ABOUT THIS TASK: Report how many lines in the entries below have the word "absolute" in them, and give no other words.

*** Block opens ***

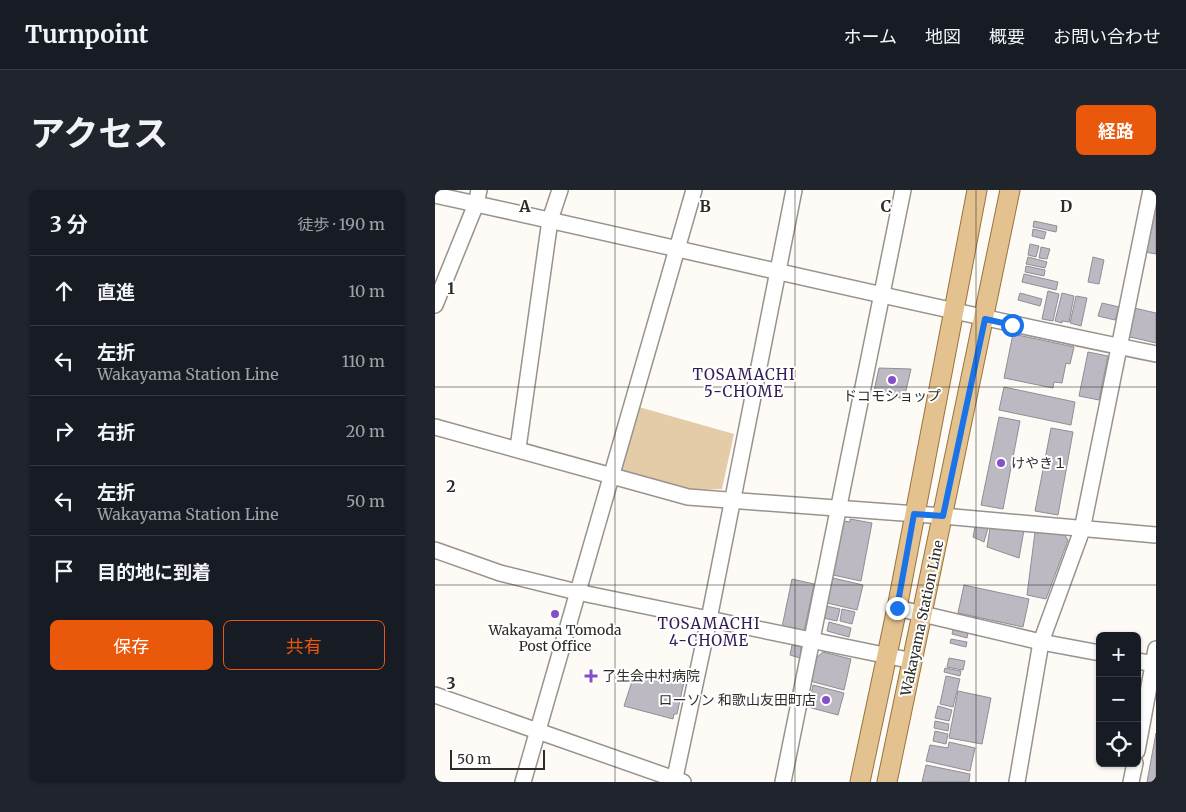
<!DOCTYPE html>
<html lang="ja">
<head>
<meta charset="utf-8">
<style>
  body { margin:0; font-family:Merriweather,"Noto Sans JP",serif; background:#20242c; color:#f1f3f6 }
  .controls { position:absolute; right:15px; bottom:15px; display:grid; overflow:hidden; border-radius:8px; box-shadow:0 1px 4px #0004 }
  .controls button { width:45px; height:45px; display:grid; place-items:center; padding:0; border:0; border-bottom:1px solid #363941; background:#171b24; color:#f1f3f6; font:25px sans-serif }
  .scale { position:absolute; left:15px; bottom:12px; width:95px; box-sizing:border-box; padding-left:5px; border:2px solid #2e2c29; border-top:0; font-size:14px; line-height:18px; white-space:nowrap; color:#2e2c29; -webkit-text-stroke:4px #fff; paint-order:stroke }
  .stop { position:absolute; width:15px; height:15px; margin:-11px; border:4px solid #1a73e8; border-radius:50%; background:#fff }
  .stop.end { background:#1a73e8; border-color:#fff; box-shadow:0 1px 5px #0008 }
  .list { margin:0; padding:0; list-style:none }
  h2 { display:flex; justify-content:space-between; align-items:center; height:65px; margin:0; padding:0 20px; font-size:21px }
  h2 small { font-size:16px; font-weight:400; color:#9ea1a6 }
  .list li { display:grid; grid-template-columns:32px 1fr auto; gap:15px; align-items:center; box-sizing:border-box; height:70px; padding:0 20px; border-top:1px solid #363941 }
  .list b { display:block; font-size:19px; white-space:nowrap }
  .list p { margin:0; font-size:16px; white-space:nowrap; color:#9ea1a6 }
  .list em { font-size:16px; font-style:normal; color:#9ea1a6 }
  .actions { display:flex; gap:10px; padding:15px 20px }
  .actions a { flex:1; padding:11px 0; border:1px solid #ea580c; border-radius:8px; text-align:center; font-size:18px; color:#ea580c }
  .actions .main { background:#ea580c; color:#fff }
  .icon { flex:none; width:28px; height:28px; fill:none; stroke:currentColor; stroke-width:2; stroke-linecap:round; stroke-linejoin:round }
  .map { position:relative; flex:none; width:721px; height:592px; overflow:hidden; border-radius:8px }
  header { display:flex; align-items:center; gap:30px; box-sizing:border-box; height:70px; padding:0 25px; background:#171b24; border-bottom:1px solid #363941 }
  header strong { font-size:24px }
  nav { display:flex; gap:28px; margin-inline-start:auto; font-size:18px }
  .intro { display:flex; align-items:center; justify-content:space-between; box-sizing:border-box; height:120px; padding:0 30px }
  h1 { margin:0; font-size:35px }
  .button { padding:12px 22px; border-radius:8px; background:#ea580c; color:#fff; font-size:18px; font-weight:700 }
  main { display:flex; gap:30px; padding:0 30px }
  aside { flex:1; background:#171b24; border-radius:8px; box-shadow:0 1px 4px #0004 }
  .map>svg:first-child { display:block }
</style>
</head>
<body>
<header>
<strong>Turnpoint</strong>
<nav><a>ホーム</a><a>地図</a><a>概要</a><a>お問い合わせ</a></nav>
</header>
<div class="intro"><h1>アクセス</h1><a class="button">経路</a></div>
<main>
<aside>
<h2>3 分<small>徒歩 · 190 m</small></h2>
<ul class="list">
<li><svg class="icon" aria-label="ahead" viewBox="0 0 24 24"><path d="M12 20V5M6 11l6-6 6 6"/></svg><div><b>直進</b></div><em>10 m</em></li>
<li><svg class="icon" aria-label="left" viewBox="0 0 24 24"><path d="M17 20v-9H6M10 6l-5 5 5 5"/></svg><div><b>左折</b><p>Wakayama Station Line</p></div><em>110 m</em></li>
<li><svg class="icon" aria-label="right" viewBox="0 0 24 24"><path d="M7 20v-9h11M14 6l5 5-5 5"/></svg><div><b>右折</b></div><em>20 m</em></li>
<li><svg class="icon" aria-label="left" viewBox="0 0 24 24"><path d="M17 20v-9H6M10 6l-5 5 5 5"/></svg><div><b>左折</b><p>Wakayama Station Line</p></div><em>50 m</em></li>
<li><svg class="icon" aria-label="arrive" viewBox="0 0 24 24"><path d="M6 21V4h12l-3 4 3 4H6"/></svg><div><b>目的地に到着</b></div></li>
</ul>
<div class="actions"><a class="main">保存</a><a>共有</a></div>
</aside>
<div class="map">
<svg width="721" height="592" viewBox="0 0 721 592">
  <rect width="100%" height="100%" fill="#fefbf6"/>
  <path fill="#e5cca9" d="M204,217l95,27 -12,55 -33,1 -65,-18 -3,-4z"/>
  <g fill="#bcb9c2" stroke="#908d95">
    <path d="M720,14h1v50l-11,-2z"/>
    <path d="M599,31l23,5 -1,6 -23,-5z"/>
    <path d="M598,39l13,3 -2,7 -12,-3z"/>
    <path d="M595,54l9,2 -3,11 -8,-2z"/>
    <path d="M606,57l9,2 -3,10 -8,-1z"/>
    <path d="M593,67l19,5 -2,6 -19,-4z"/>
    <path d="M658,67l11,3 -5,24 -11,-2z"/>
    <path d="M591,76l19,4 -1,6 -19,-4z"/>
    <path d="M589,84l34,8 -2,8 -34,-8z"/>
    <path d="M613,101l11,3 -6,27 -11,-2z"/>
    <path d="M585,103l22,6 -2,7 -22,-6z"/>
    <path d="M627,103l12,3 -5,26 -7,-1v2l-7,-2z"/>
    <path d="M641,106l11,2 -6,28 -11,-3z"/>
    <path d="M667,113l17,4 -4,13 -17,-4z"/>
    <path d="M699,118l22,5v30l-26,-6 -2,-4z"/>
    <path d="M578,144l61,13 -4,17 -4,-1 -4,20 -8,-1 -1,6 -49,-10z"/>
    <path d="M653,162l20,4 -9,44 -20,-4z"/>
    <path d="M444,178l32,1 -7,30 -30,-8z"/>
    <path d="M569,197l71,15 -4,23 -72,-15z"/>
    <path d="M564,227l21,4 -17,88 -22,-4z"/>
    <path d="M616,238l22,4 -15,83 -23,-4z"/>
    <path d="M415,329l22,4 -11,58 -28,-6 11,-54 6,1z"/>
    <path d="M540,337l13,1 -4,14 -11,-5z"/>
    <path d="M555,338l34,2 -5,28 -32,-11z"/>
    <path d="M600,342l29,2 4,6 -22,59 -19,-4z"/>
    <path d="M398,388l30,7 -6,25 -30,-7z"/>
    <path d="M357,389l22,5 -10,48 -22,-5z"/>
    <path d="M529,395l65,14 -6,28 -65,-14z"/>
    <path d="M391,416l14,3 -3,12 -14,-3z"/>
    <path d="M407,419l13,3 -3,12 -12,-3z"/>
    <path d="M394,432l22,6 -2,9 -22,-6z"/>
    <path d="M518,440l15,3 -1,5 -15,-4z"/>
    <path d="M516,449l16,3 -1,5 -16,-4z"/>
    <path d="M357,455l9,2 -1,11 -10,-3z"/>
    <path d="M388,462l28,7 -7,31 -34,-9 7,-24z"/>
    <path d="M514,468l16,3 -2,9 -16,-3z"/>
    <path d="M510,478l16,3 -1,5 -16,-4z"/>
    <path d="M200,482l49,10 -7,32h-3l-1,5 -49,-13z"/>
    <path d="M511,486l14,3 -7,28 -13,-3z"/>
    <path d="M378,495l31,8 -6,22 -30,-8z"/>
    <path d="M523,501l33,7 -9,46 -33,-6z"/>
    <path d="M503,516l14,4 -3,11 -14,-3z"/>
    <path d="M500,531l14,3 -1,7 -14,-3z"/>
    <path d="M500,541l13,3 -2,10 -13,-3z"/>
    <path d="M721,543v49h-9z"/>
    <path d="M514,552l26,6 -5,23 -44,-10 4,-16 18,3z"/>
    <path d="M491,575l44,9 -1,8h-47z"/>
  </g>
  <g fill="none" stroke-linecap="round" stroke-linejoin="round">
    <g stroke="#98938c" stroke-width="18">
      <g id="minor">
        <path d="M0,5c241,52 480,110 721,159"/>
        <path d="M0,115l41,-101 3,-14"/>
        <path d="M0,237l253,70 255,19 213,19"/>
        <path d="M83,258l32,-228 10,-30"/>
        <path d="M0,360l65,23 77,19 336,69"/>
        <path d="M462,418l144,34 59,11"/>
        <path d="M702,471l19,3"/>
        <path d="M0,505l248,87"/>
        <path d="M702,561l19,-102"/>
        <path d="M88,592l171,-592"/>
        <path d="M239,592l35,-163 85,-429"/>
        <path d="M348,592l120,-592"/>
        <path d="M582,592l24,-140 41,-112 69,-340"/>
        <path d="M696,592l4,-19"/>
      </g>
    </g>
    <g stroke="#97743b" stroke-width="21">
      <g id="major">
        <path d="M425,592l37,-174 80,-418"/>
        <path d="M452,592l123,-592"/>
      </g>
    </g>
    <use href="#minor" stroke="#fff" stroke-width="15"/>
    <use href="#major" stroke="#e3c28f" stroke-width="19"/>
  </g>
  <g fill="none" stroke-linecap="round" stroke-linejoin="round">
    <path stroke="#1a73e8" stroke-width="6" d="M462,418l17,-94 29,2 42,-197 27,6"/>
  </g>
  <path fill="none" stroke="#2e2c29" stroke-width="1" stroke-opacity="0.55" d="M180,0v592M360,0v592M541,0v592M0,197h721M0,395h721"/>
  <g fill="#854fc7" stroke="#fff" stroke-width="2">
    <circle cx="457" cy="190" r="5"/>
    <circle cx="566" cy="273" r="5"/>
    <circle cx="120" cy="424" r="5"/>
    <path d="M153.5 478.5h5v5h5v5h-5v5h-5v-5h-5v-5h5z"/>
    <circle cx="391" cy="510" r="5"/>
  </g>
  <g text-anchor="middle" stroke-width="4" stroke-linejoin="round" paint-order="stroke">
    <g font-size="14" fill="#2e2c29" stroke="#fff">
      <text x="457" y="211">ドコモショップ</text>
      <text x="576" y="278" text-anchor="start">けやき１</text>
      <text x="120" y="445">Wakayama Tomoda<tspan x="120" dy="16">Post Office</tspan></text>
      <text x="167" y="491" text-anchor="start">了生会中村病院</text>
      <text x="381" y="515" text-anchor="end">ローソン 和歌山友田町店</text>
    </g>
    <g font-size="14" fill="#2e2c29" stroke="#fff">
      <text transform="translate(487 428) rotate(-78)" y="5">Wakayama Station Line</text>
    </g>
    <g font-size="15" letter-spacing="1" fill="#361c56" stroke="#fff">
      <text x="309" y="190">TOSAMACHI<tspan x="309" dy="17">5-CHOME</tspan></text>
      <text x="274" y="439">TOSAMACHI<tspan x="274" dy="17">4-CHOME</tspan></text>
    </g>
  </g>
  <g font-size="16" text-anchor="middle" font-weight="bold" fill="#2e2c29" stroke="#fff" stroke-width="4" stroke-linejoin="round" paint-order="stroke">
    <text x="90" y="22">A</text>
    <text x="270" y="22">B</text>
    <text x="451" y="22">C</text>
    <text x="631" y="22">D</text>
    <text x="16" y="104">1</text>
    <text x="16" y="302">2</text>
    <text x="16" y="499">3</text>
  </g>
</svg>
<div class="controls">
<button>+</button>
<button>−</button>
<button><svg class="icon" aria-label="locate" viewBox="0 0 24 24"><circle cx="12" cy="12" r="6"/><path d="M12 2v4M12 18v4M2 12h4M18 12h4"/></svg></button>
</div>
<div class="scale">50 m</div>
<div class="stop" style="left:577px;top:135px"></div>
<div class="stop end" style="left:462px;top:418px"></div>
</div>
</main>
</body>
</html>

*** Block closes ***

COMPLETED EXERCISE: 3